Se despegó. Había comenzado a dejar que sus pensamientos fuesen hacia otro lado. Respiró hondo y se dijo que no podía faltarle el respeto a ella. Era un capricho, una pena. Volteó la cabeza y echó a reír cuando la vio dándole un manotazo a las clavijas de la guitarra.

—Perdón, no me hace caso. Puta mierda que no afina —se quejó entre dientes.

Matías bufó, mirando la punta de sus zapatillas.

—Te la afiné hace quince minutos.

—Es que parece que rasgueé muy fuerte la sexta.

—No importa, dame.

Ella le entregó la guitarra y comenzó a hablarle de cerca, tanto que podía sentir los vello de su cuello bailar con el vaho de su respiración.

La orquesta invisible que tanto lo molestaba comenzó a tocar en el living. Un gordo con bigote dirigía lo que se escuchaba como una pieza romántica. Matías le hizo gestos disimulados con la mano para que se marchara. El gordo se mojaba los labios y continuaba alzando la mano, irremediable y pícaro. Ella continuaba hablando a su lado, mirándolo a los ojos entre notas y notas. ¿Cómo no se daba cuenta?

Prefirió ignorar la música y girar las clavijas lentamente, procurando que sus dedos no se vieran tan ágiles.
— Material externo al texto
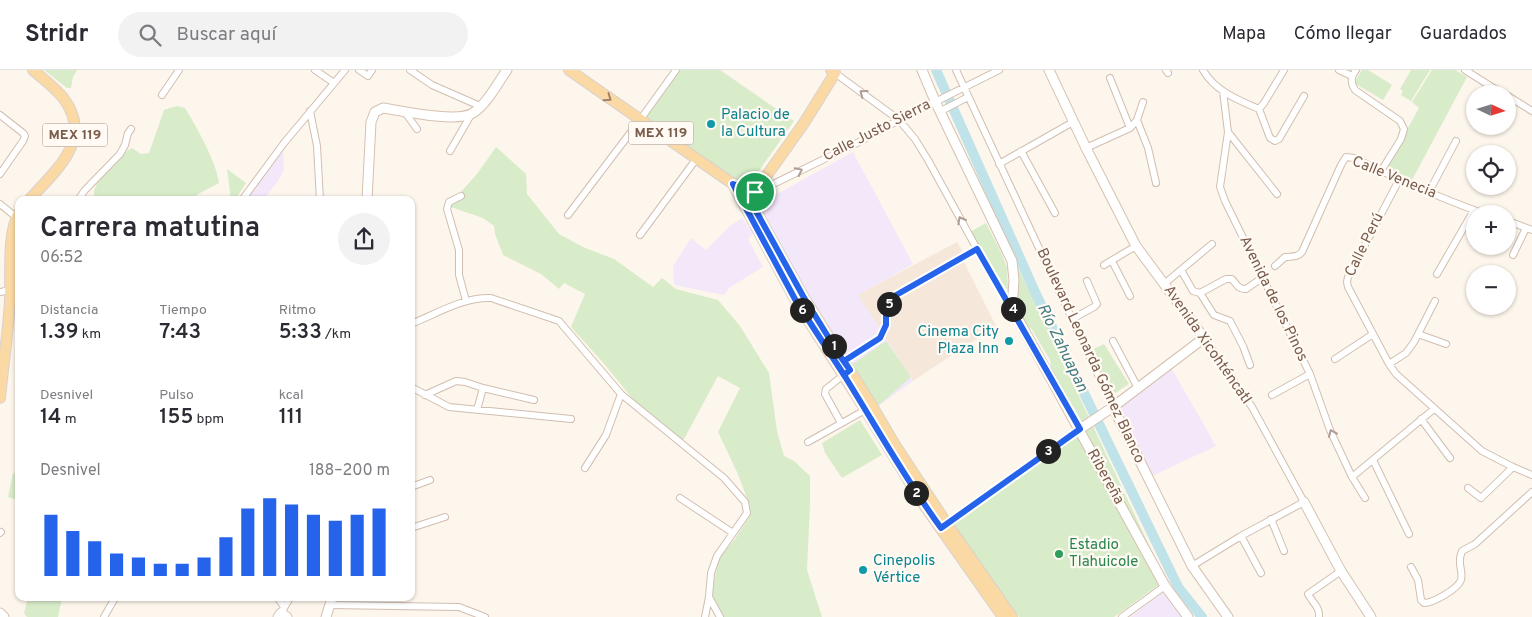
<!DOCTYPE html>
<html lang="es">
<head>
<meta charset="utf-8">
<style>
  :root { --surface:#fff; --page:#f2f2f3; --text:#2b2b33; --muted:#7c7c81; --line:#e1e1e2; --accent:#2563eb }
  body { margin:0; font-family:Overpass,sans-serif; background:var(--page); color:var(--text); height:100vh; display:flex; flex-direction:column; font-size:19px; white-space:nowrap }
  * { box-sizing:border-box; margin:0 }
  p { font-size:16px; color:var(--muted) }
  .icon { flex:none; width:28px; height:28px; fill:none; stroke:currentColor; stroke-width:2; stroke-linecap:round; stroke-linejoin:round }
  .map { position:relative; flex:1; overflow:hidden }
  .sheet { position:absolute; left:15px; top:126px; width:400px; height:405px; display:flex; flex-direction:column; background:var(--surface); border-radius:10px; box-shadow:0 1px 4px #0004 }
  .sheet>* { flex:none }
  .needle { width:32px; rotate:94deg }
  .tools { position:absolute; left:1466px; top:15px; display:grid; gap:10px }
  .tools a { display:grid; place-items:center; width:50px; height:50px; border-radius:50%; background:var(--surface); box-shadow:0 1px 4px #0004; font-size:25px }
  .pin { position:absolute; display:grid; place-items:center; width:42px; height:42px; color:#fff; margin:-21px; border:2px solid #fff; border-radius:50%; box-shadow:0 1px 5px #0007 }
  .km { position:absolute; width:25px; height:25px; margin:-12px; border-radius:50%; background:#222; color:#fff; font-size:14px; line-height:25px; text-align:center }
  .round { display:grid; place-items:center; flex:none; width:52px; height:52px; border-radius:26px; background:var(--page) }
  .head { display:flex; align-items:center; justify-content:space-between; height:85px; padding:0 25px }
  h1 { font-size:28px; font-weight:600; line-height:38px }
  .figures { display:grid; grid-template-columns:repeat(3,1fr); gap:8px; height:85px; padding:5px 25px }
  .figures div { display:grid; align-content:center }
  .figures b { font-size:21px; font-weight:600 }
  .figures small { font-size:14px; font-weight:400 }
  .figures p { font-size:14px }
  .chart { height:140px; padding:10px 25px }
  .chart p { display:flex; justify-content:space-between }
  .chart svg { width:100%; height:90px; margin-top:5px; stroke:var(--accent); stroke-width:6 }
  header { display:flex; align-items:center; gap:30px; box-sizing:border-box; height:70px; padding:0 25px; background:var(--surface); border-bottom:1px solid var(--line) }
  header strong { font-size:24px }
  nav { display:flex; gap:28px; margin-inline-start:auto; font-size:18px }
  .search { width:350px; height:45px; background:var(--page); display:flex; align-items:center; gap:12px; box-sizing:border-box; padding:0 18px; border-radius:28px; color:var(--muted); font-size:19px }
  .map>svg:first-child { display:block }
  .residential { fill:#f5e8da }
  .education { fill:#f3e8fa }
  .green { fill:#d8ecc9 }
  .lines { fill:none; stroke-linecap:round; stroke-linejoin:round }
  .river { stroke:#bfe3e8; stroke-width:10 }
  .street-casing { stroke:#d1beb0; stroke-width:8 }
  .secondary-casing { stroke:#d6c0b0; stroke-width:11 }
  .primary-casing { stroke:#dad1cd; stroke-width:12 }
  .street { stroke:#fff; stroke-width:6 }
  .secondary { stroke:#fff; stroke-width:9 }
  .primary { stroke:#fbd9a5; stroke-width:10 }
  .oneway { stroke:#af9d94 }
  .oneway2 { stroke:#a18267 }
  .route-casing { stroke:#fff; stroke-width:10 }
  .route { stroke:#2563eb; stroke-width:6 }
  .culture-dot { fill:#0f9aa8; stroke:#fffaf3; stroke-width:2 }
  .leisure-dot { fill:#2e9e5b; stroke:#fffaf3; stroke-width:2 }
  .labels { text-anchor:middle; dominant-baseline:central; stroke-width:4.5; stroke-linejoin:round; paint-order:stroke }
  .shield { fill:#fffaf3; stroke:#a28b7f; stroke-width:1 }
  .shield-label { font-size:14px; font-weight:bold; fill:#7a5c4d }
  .culture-label { font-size:15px; fill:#0d838f; stroke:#fffaf3; text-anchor:start }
  .street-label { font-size:15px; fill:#7a5c4d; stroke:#fffaf3 }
  .leisure-label { font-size:15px; fill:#27864d; stroke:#fffaf3; text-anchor:start }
  .water-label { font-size:16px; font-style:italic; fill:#437c86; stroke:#fffaf3 }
</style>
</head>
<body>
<header>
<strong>Stridr</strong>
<div class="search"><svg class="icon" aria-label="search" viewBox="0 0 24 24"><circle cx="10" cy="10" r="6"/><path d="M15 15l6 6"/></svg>Buscar aquí</div>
<nav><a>Mapa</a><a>Cómo llegar</a><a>Guardados</a></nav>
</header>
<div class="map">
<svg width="1532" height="547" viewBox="0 0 1532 547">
  <rect width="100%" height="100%" fill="#fdf6ec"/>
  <path class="residential" d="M957,172L963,182L960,184L996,256L913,311L857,225Z"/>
  <path class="education" d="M281,80H283L284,100L278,111L263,130H250L247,128Z
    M853,82L913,194L858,225L913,311L877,337L842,286L759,134Z
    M742,148L753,164L748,169L763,197L729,218L724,225L674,215L673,196L691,168L706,180L730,156Z
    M1172,299L1216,376L1152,406L1117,338Z
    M1164,522L1182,547H1130Z"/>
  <path class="green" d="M44,0H77L73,7L71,18H67Z
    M679,0H720L794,51L747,118L646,47Z
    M1362,0H1368L1392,15L1383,30L1354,13Z
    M1411,0H1430L1411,31L1401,25L1403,21L1400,19Z
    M1432,0H1455L1467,7L1412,110L1386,98L1419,38L1412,32Z
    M177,36L185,38C197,58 216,91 219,113L200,123L190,130H94C94,127 94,124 94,122C96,109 121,83 132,78L141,84L149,83L164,40Z
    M496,77L526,104L527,124L559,164L583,177L614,189L653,217L662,208L676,219L718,230L740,256L769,303L777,361L784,386L794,391L810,406V434L807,500L822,547H723L712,526L718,489L735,469L748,449L750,436L737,402L718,362L740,318L718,306L683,371L636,333L606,296L571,257L585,224L564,213L559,219L541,204L503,185L495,164L494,156L483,148L448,136L477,104Z
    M227,99L246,113L235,130H231Z
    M986,153L1002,184L1007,198L1008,221L970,162Z
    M1018,197L1165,509L1138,463L1074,338L1052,304L1050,290L1031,258L1023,254L1015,242Z
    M886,271L911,307L877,337L850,296Z
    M1104,274L1129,314L1112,325L1091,280Z
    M860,350L882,385L842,408L825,383L822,373Z
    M1078,366L1160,514L1114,547H1019L953,454Z
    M19,402V431L8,427L13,403Z
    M28,528H62L58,547H27L24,543Z"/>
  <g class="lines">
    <path class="river" d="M936,0L1035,222L1178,517L1202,547"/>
    <g class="street-casing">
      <path id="street" d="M315,0L334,13
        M359,0L368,6L372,0
        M410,0L432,15L480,36
        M956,0L1113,337
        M1166,0L1168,3
        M1203,0C1215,21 1238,30 1259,39
        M1339,0L1352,6
        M1356,0C1351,7 1350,12 1355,20L1400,51L1404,59L1401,69L1381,101
        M1465,0L1503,24
        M836,1L835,3L899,50L915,69L928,90L977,179L1012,238
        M1110,8L1130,58
        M1223,21L1228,62L1220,117L1225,131L1310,304L1330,360L1352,407L1365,428
        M162,25L179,0
        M1508,26L1532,41
        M1259,39L1270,68L1275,71L1279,69L1304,26
        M1259,39L1264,33L1284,0
        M310,41L317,76L320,130
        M404,41L417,59
        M941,41L968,27
        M0,45L23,63L25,66L23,71L0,104
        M1137,50L1148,78L1156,113
        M1228,62L1277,124
        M1086,78L1130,58L1137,50L1143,32
        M450,81L472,43
        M1021,81L1055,143
        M999,94L1073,52
        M1399,110L1348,207L1347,212L1348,217L1389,294L1396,304L1482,381L1513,397L1532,405
        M757,122L857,73L899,50L999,0
        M1429,122L1456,71
        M461,126L449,132L447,139L459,180V205L466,231
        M78,130L85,120L120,84L125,75L128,63L131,59
        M242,130L284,73L345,0
        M0,134L16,147
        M568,145L640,50L676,0
        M1508,151L1532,160
        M640,165L697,88
        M1513,185L1526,158
        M1112,191L1130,226
        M1104,195L1136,176
        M1275,196L1285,187C1292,186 1297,188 1302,182L1341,95L1346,87L1354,88C1397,109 1440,128 1485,144
        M1181,200L1193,221L1200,223L1226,209H1232C1236,214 1239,220 1246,219L1262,208
        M1437,204L1474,140
        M1164,214L1212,174
        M0,222L10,220
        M1200,223L1214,245L1230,251L1243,276L1250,295
        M1072,249L1094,237L1097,234L1087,211
        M411,254C436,244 463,227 491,228L559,251L621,324L724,408L745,432L747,443L717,486L711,503L709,527L705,547
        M1418,264L1446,274
        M1113,271L1138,318
        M1335,289L1373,264
        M844,291C853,286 873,275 880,268C891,256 883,236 895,225L942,200L977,179
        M1389,294L1406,283L1414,272L1435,231
        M411,317L449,337L571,349
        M425,325L456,311L465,312L483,318L534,330
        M1272,325L1310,304
        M477,340L483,318
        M1421,349L1450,388
        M841,353L825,324L826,319L846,303
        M808,372L867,339
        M1373,390L1409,464
        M585,398L606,365L621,324
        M1352,407L1434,339
        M411,417L430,410
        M1468,418L1481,428L1513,397
        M680,428L733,463
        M1271,449L1284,481
        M946,455L1080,359
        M411,458L445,447
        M0,463L1,462
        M1241,466L1261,503
        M1192,496L1241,466L1304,432L1252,337L1204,268
        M1411,497L1418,510L1421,530L1424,533C1433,533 1458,519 1461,510C1463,503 1459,496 1460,489C1460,487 1461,484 1462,481L1475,474L1532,422
        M709,527L720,547
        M278,528L284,537
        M330,535L459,537L485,547
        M281,543L290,528
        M104,547L115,528
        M1122,547L1165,516
        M1319,547C1320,537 1312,532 1308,524L1341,501"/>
    </g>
    <g class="secondary-casing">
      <path id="secondary" d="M922,0L935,31L1012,191L1014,210L1012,238L1165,516L1188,547
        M1049,0L1086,78L1136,176L1204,268L1113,337L1080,359
        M367,130L371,52L375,42L383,38C403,41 457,53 473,43C487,34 497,14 507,0
        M1113,337L1192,496L1228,547
        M1304,432L1341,501L1371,547
        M0,543L4,547
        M278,547L281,543L287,547
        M326,547L332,528"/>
    </g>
    <g class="primary-casing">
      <path id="primary" d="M569,0L733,114L755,122
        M733,114L796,231L865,339L922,432L1003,547
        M755,122L754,134L756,141L803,226L872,336L895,375L947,454L1012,547
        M755,122L804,53L835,3L831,0
        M29,130C55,101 94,70 64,29C56,18 43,9 33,0
        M0,328C3,296 8,264 10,231C11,208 7,162 19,143"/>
    </g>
    <use href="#street" class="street"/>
    <use href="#secondary" class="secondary"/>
    <use href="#primary" class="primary"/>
  </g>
  <defs><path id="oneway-chevron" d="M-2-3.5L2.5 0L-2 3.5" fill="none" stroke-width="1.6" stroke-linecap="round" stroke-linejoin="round" transform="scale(1.25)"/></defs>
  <g class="oneway">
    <use href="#oneway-chevron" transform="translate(863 23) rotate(-144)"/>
    <use href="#oneway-chevron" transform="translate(799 101) rotate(-26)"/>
    <use href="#oneway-chevron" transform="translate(961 150) rotate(-119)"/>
    <use href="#oneway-chevron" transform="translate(1332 363) rotate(-113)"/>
  </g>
  <use class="oneway2" href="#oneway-chevron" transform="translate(608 28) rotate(35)"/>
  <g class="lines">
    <g class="route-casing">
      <path id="route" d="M755,122L754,134L756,141L803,226L840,286L850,300L844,305C876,356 905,409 941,458L1080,359L977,179L891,228L886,244V255L880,268L844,291L850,300L844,305L796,231L733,114L755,122"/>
    </g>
    <use href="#route" class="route"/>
  </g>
  <g class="culture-dot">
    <circle cx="711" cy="54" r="5"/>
    <circle cx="1009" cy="271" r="5"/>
    <circle cx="863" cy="500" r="5"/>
  </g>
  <circle class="leisure-dot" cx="1059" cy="484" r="5"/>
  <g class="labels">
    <g class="shield">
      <rect x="628.5" y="51.5" width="65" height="23" rx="4"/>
      <rect x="42.5" y="53.5" width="65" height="23" rx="4"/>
    </g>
    <g class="shield-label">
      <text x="661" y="63">MEX 119</text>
      <text x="75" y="65">MEX 119</text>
    </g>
    <g class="culture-label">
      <text x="721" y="45">Palacio de<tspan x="721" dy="17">la Cultura</tspan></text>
      <text x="999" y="262" text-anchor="end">Cinema City<tspan x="999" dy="17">Plaza Inn</tspan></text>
      <text x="873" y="491">Cinepolis<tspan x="873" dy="17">Vértice</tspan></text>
    </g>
    <g class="street-label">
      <text transform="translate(877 61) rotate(-27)">Calle Justo Sierra</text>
      <text transform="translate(1394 108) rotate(22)">Calle Venecia</text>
      <text transform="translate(1365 175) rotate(-64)">Calle Perú</text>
      <text transform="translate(1273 229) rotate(64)">Avenida de los Pinos</text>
      <text transform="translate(1207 275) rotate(55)">Avenida Xicohténcatl</text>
      <text transform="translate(1090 286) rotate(65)">Boulevard Leonarda Gómez Blanco</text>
      <text transform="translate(1105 407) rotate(61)">Ribereña</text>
    </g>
    <g class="leisure-label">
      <text x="1069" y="475">Estadio<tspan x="1069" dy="17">Tlahuicole</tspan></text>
    </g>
    <g class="water-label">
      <text transform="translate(1062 278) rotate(64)">Río Zahuapan</text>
    </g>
  </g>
</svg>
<div class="tools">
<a><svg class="needle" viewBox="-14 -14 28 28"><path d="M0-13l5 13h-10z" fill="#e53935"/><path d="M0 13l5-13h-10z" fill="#7c7c81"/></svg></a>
<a><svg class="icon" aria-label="locate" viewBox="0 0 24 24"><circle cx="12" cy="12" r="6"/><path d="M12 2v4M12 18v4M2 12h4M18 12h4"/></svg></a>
<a>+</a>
<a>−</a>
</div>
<div class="pin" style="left:755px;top:122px;background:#1e9e55"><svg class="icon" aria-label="arrive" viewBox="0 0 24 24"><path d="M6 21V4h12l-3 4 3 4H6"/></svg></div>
<b class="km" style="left:834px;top:276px">1</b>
<b class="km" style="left:916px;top:423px">2</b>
<b class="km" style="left:1048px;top:381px">3</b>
<b class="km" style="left:1013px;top:239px">4</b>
<b class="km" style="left:889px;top:234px">5</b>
<b class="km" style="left:802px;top:240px">6</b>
<section class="sheet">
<div class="head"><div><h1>Carrera matutina</h1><p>06:52</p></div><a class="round"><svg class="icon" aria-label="share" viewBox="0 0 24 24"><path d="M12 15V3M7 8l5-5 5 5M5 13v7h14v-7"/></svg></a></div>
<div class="figures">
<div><p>Distancia</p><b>1.39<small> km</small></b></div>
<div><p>Tiempo</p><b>7:43</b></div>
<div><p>Ritmo</p><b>5:33<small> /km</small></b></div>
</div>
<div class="figures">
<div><p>Desnivel</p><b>14<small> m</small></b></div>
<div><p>Pulso</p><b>155<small> bpm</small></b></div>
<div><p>kcal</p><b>111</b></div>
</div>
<div class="chart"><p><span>Desnivel</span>188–200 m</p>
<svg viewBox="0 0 160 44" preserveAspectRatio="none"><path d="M5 44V14M15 44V22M25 44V27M35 44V33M45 44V35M55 44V38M65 44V38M75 44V35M85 44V25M95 44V11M105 44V6M115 44V9M125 44V14M135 44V17M145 44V14M155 44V11"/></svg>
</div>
</section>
</div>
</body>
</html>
Si algo quería presumir era lo bien que se le daba seguirle las ideas cuando hablaba tan rápido. Era extraño, pero le gustaba, nunca hacían falta demasiadas explicaciones cuando se trataba de los dos. Era un lenguaje  íntimo y poco pretencioso que funcionaba perfecto para ellos.

Estuvieron sentados hasta las doce, hasta que las risas le tenían destrozado el estómago y la botella de ron rodaba por el suelo. Matías la recogía sin ganas, y la volvía a lanzar cantando un tema de Los Bunkers. Al rato uno de los teléfonos zumbó. Matías detuvo el juego que habían comenzado y se dejó caer en el sillón.

El sonido de un murmullo en la otra línea. La respuesta de ella. El aviso de que estaba por llegar a casa.

La chimenea barnizada diciéndole a lo lejos que en cinco minutos volvía a quedarse solo.

—Compra ambas...Ajá...Obvio, no es tan tarde...Te amo más...nos vemos.

Peor que se le escurrieran todas las fantasías entre los dedos, era que la fantasía fuese real para otro.